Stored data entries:

○ ○ ○

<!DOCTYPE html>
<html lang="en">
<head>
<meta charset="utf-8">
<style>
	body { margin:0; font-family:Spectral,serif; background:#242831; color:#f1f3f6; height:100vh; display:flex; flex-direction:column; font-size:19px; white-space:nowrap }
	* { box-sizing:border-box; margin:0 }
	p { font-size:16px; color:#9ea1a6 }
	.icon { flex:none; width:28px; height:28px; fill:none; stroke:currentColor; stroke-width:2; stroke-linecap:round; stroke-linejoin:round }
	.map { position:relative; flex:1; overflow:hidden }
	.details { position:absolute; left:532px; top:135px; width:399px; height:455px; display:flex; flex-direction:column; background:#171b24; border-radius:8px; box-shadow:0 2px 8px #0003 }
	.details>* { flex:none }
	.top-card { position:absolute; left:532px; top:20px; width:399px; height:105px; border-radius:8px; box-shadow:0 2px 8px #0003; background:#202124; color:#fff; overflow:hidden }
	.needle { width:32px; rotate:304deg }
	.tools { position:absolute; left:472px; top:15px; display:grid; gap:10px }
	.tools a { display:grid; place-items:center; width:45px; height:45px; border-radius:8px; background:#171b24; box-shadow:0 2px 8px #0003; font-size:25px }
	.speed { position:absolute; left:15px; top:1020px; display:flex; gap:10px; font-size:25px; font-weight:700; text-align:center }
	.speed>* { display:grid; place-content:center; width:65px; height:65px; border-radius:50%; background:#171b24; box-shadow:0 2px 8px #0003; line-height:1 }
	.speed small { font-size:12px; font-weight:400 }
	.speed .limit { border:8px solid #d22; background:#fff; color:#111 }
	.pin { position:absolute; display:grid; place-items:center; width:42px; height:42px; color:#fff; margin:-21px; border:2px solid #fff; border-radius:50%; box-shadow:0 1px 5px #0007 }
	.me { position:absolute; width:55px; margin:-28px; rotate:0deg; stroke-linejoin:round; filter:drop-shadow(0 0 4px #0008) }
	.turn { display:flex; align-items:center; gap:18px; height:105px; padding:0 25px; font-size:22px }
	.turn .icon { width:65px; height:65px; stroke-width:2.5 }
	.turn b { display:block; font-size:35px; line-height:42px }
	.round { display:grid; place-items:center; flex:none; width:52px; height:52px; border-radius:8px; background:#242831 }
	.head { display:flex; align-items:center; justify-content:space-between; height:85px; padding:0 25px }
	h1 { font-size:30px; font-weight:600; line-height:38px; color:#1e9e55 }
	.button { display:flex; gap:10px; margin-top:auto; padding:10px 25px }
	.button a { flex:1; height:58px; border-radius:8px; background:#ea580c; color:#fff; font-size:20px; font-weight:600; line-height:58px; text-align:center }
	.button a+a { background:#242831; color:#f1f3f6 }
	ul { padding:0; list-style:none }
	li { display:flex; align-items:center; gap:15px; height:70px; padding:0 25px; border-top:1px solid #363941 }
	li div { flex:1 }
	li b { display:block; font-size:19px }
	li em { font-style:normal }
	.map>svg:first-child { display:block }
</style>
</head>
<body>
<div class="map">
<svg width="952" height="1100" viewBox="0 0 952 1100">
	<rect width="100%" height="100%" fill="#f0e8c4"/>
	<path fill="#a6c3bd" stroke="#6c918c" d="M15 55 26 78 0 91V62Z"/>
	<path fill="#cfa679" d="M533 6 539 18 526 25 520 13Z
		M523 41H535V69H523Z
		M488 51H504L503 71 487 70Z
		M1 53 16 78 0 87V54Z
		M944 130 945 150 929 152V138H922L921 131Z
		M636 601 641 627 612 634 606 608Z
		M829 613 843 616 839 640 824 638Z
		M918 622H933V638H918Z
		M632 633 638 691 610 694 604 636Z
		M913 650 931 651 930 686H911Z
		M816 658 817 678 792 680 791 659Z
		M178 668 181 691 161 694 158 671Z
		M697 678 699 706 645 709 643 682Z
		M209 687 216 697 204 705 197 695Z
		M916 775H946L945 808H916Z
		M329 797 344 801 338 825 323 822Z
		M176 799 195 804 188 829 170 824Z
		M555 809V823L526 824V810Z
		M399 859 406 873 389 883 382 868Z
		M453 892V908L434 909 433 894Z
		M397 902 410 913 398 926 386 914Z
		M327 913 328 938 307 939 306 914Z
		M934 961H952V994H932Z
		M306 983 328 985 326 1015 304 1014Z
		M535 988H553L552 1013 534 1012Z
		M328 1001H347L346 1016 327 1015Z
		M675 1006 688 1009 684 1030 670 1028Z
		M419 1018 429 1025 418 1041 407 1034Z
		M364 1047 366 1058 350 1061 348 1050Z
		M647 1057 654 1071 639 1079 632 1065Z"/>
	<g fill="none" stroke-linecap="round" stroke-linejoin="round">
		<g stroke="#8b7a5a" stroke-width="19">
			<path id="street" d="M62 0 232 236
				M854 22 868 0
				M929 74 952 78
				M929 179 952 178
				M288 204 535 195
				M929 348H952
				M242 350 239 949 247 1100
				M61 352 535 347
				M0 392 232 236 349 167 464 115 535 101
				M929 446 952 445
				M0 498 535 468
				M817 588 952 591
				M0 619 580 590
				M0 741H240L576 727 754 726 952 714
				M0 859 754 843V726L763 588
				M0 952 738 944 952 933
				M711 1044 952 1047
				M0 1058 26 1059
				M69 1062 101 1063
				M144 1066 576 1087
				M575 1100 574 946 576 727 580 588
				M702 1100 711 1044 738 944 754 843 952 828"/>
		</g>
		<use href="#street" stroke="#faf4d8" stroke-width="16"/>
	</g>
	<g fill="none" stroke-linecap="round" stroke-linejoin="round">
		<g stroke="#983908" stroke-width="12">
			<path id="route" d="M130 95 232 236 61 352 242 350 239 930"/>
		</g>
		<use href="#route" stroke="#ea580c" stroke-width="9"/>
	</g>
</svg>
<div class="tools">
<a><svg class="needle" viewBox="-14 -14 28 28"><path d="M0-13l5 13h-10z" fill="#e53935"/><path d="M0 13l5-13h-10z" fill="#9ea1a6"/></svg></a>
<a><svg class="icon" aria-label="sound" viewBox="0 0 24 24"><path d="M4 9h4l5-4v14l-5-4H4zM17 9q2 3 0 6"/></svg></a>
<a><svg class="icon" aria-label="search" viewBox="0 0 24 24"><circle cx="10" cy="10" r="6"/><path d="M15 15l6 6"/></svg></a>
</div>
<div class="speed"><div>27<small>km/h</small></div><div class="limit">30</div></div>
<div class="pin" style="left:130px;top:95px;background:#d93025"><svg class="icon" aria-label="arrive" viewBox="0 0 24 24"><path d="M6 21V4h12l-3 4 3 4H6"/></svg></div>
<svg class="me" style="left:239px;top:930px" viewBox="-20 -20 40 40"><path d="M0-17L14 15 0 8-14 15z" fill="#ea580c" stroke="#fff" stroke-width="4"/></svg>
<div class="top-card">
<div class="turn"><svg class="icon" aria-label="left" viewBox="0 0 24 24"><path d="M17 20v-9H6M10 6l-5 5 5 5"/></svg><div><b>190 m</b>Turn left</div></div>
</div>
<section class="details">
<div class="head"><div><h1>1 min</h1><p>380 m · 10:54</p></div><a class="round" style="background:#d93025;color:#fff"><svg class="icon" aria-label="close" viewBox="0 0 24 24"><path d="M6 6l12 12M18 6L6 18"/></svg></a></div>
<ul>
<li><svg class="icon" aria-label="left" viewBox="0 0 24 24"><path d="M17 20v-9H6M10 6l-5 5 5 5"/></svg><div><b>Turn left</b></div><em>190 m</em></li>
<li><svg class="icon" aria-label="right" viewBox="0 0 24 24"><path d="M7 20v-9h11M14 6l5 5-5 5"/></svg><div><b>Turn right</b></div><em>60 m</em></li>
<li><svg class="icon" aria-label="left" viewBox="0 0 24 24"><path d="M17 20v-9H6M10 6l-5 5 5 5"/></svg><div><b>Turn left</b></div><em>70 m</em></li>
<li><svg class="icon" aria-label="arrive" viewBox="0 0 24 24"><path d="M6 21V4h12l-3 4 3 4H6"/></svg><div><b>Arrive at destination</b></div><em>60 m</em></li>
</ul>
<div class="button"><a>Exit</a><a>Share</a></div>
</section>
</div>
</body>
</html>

○ ○ ○

# DIRECTIONS FOR THIS TASK
Copy, from the lines above, each one that holds "text".

# REPLY TO THE TASK
	.speed { position:absolute; left:15px; top:1020px; display:flex; gap:10px; font-size:25px; font-weight:700; text-align:center }
	.button a { flex:1; height:58px; border-radius:8px; background:#ea580c; color:#fff; font-size:20px; font-weight:600; line-height:58px; text-align:center }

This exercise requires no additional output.